Diervoeders moeten, net zoals levensmiddelen, in alle stadia van de productie, verwerking en distributie traceerbaar zijn. Dit is van belang voor het snel en doeltreffend kunnen beheersen van voedselveiligheidsrisico’s. Op 1 juli is een nieuwe beleidsregel ingegaan die diervoederbedrijven verplicht om op elk moment binnen 4 uur aan te kunnen tonen van wie producten zijn ontvangen en aan wie producten zijn geleverd.
Ook wordt in de beleidsregel vastgelegd welke gegevens voor de tracering tenminste moeten worden vastgelegd. Dit betekent dat binnen de 4 uur die geldt voor het in kennis stellen van de NVWA tevens de vereiste traceringsgegevens moeten worden aangeleverd.
Samen met de gehele diervoederbranche hebben wij om verruiming gevraagd wat betreft de voorgestelde 4 uur. Zeker voor bedrijven waarbij de productieprocessen niet continue doorlopen levert deze aanpassing meer werk en inspanning op. Helaas is hier geen gehoor aan gegeven.

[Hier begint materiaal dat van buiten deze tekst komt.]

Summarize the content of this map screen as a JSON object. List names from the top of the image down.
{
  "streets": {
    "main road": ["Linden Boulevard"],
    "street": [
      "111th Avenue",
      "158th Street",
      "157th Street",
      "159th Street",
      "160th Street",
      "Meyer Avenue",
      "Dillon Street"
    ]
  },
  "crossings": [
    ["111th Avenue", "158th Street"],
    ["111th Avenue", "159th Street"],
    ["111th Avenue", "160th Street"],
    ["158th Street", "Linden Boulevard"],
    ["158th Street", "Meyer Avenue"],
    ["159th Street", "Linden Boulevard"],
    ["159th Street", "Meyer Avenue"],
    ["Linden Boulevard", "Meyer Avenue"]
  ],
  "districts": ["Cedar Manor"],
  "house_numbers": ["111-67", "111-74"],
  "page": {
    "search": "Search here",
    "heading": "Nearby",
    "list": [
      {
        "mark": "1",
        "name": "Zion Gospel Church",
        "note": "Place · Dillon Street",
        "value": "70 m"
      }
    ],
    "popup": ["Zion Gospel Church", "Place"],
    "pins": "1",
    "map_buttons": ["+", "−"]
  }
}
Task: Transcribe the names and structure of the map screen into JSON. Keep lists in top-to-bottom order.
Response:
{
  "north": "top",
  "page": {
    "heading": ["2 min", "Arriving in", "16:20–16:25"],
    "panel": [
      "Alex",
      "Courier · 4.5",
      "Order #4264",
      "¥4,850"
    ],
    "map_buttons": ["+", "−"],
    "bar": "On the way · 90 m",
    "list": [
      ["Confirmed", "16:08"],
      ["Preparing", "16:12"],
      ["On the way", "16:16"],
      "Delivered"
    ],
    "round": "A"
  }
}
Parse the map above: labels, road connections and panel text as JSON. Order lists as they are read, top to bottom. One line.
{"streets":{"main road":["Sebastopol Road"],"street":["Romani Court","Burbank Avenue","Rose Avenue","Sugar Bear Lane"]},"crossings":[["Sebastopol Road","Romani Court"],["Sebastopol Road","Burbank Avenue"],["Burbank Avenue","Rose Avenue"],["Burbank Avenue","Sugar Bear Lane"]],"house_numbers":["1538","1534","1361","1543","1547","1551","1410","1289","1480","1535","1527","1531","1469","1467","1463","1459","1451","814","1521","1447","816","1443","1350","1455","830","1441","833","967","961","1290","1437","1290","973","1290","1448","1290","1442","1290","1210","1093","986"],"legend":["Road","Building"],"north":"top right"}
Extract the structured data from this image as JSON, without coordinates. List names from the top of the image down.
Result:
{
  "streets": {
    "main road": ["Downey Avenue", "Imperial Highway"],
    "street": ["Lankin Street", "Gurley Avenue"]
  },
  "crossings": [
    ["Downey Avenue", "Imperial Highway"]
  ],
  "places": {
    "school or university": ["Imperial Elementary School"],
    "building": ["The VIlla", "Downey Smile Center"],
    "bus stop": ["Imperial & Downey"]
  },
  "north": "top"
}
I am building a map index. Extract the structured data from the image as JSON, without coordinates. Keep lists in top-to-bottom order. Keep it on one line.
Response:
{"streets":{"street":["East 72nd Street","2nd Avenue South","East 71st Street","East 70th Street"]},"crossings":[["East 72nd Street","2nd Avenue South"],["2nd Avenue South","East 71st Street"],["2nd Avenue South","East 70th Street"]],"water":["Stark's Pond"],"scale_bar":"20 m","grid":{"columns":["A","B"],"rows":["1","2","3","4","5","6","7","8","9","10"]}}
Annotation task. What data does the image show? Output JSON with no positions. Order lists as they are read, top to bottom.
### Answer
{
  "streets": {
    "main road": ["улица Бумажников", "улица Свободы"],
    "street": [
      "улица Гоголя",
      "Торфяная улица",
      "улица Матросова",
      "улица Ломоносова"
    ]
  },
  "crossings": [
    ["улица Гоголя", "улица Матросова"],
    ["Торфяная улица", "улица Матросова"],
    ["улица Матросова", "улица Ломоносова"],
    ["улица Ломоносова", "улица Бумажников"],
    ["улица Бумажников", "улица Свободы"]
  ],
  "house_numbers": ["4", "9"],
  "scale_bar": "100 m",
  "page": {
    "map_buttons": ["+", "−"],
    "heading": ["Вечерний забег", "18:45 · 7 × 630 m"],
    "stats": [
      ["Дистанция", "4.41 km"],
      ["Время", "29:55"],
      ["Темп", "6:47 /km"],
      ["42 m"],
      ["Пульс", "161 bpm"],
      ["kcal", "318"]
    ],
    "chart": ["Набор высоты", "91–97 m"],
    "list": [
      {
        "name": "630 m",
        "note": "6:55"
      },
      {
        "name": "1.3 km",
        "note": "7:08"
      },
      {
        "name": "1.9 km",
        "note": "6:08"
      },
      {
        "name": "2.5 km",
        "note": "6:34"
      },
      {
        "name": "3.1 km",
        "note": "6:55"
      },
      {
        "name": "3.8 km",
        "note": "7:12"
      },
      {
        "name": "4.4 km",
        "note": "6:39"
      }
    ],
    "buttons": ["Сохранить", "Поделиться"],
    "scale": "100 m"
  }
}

Actieplan Voedselveiligheid
Uit het onderzoeksrapport van de commissie Sorgdrager over de fipronilcrisis (juni 2018) blijkt dat de aanlevering van de vereiste traceringsinformatie over de eierstromen aan de NVWA een van de hardnekkigste problemen vormde waarmee de NVWA te maken had. In het Actieplan Voedselveiligheid, dat is opgesteld naar aanleiding van het advies van de commissie Sorgdrager, zijn acties opgenomen om het systeem voor de borging van de voedselveiligheid te versterken.
Een van die acties was om te kijken of er op Europees niveau aanvullende richtlijnen voor de verplichting voor het traceren en terughalen van producten moest komen. Omdat dit op Europees niveau op korte termijn niet haalbaar bleek is gekeken naar mogelijkheden op nationaal niveau. De NVWA heeft vervolgens aangegeven dat er behoefte was aan meer duidelijkheid over de invulling van de begrippen ‘onmiddellijk’, ‘onverwijld’ en ‘snel’ die zijn opgenomen in de Europese wetgeving. Dit heeft uiteindelijk gezorgd voor de totstandkoming van de nieuwe beleidsregel.